_DATA FOR REVIEW_

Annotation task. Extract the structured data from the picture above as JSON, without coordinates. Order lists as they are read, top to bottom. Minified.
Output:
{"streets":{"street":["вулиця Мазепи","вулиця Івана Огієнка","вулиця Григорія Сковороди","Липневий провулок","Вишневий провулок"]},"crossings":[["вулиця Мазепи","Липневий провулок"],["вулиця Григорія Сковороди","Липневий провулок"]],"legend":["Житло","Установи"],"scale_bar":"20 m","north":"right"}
* * *
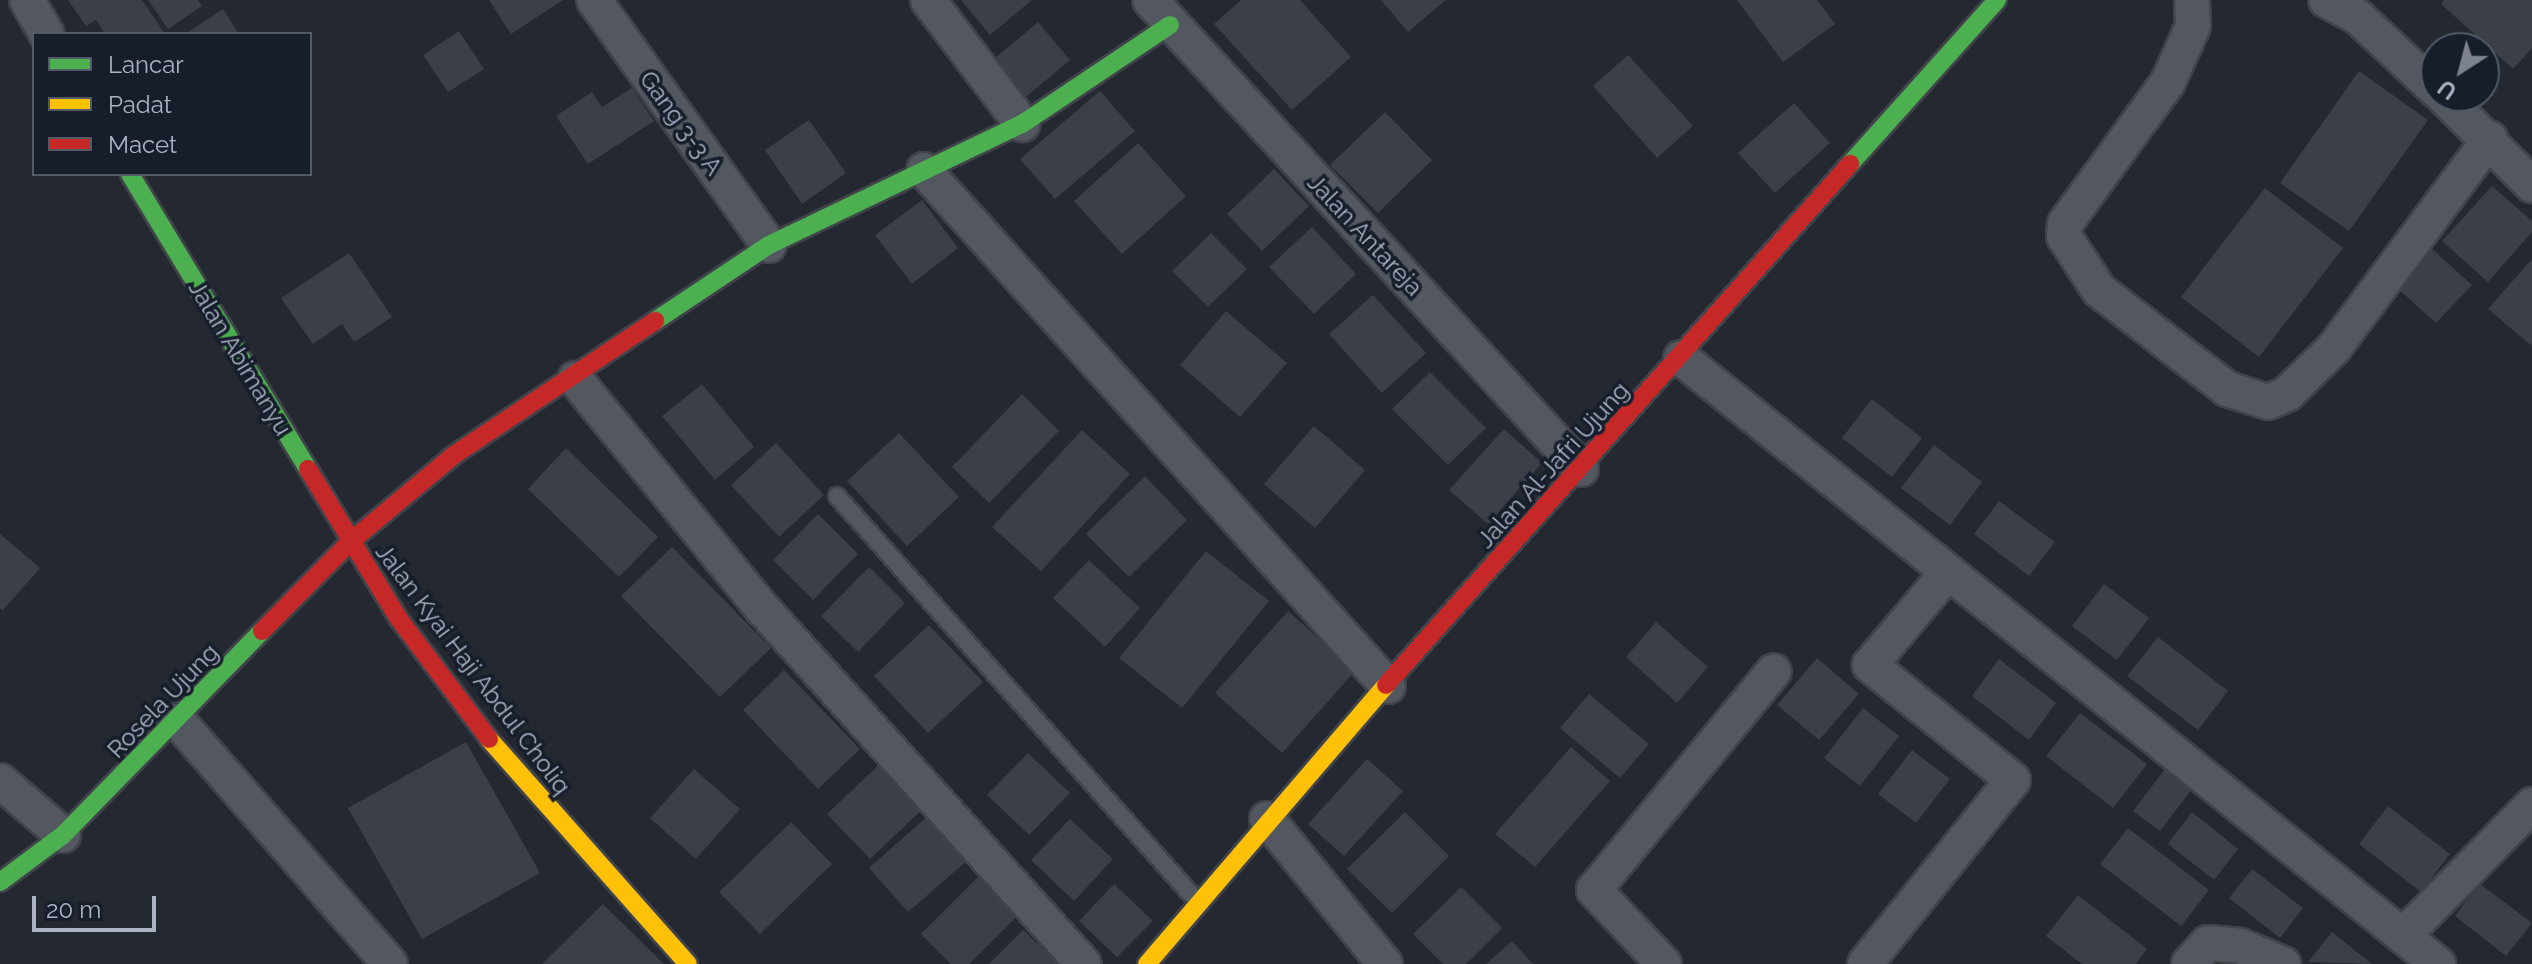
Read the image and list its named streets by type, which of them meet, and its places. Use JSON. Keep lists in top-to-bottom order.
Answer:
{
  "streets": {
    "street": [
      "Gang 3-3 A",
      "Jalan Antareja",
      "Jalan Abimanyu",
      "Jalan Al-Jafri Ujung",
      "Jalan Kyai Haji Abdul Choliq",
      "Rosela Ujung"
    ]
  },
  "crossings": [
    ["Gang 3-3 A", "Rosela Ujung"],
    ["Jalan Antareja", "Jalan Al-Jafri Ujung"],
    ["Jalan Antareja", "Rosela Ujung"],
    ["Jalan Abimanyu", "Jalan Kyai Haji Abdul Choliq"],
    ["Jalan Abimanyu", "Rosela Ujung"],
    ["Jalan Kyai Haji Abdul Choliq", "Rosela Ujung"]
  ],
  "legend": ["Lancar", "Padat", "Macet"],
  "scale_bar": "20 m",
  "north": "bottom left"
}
==
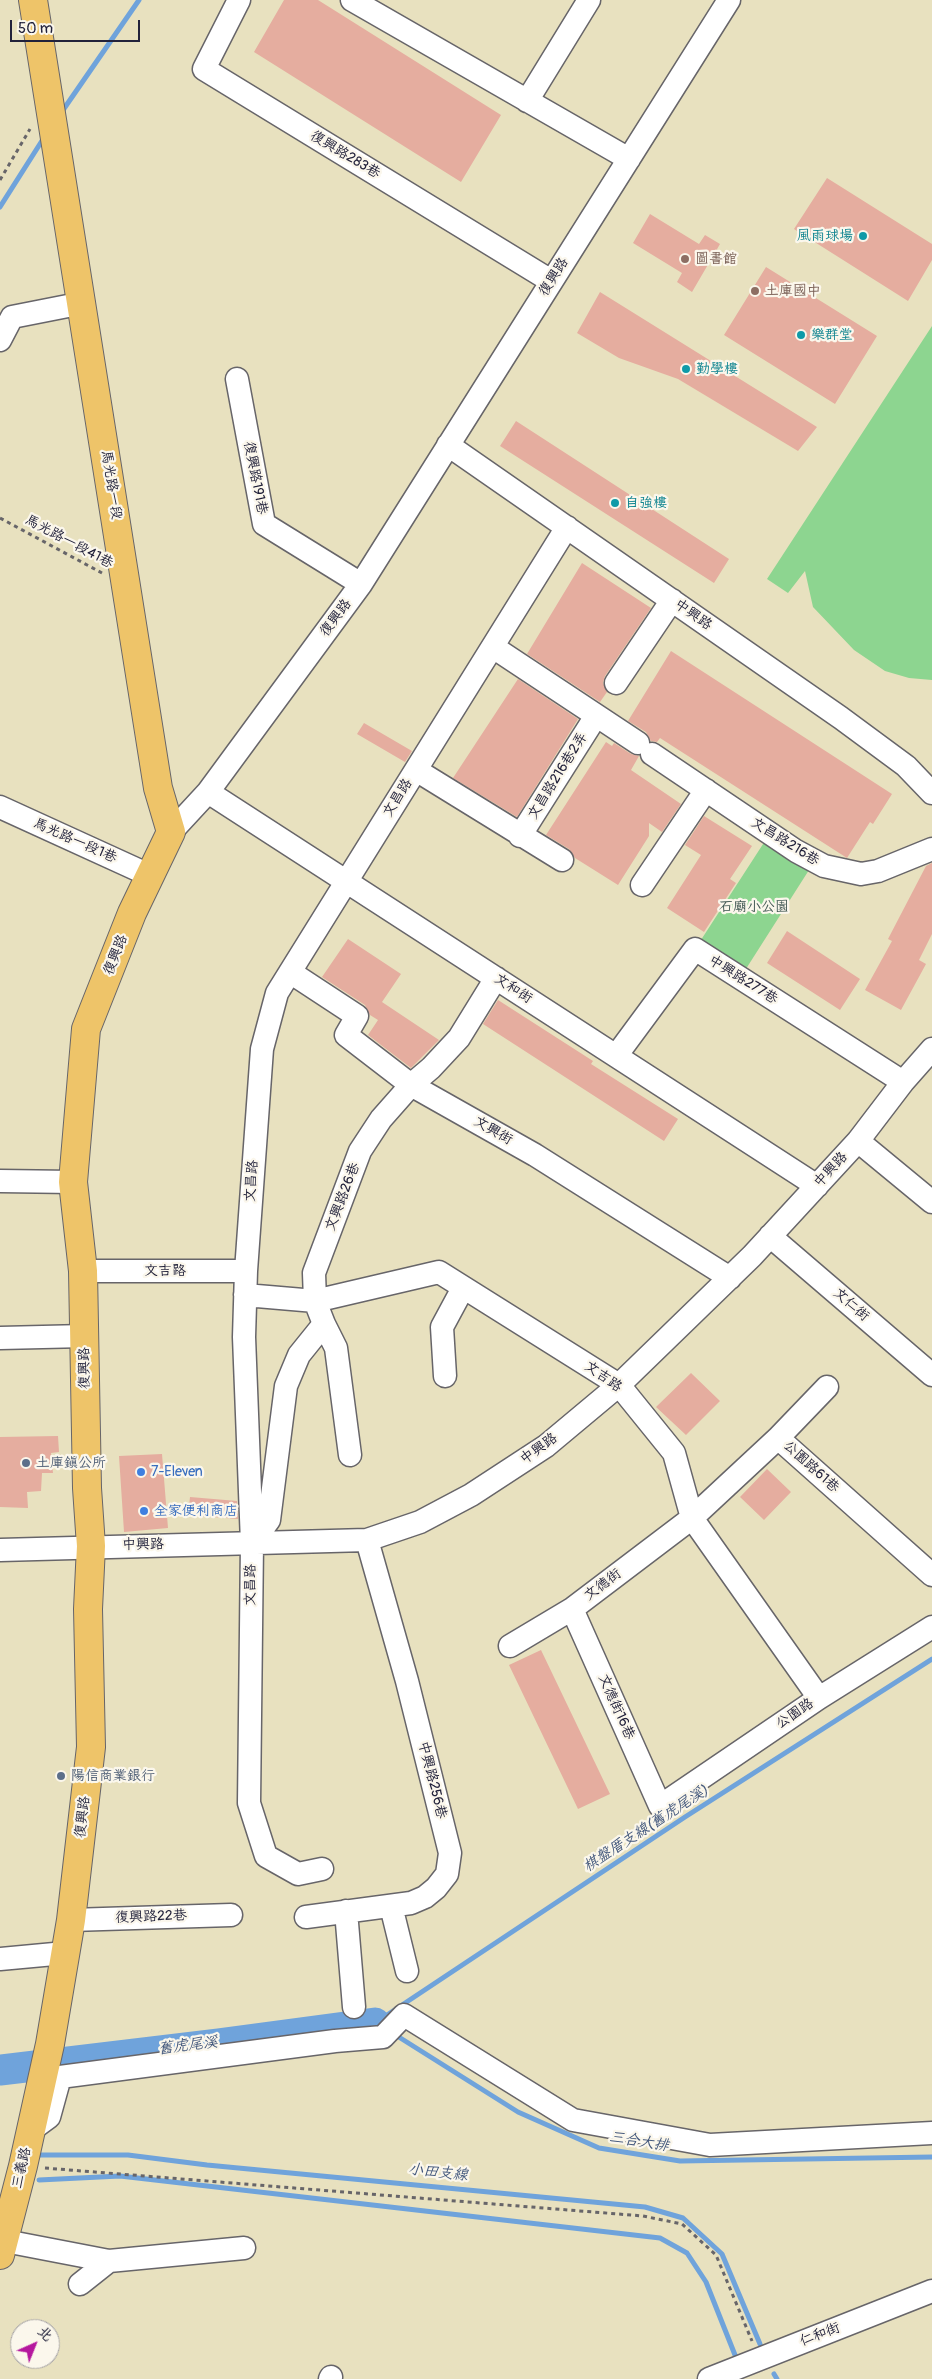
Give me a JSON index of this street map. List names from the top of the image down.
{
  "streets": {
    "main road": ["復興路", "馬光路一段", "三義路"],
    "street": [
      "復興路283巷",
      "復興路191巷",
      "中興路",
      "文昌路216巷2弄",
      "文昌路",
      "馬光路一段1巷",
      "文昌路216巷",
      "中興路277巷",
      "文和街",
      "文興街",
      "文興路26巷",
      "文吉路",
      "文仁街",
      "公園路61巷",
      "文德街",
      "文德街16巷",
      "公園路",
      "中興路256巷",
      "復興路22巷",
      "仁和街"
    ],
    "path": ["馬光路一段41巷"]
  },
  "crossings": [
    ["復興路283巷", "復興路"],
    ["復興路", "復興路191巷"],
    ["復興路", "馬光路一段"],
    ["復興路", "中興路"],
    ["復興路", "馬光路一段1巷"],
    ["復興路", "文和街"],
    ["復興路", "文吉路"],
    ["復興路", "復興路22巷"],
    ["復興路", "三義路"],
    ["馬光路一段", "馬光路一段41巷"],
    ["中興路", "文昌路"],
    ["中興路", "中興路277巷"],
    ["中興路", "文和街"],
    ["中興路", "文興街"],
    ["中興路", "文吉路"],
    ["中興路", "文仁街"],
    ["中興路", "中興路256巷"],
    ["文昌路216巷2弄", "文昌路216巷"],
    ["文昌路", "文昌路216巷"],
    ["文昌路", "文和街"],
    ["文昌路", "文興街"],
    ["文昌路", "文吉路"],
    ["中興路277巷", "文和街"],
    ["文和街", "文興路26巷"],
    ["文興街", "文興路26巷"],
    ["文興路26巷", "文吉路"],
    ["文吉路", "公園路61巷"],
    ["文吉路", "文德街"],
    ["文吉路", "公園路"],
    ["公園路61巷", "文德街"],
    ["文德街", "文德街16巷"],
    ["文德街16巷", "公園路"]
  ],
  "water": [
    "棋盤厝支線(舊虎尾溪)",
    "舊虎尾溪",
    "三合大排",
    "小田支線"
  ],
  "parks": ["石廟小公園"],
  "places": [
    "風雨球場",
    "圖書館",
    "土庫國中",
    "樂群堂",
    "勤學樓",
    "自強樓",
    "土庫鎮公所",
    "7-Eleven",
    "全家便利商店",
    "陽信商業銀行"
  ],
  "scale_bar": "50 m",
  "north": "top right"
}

_TRY IT_
Pick every line containing the word "lists" out of the material, and copy those lines.

_RESPONSE BOX_
Annotation task. Extract the structured data from the picture above as JSON, without coordinates. Order lists as they are read, top to bottom. Minified.
Read the image and list its named streets by type, which of them meet, and its places. Use JSON. Keep lists in top-to-bottom order.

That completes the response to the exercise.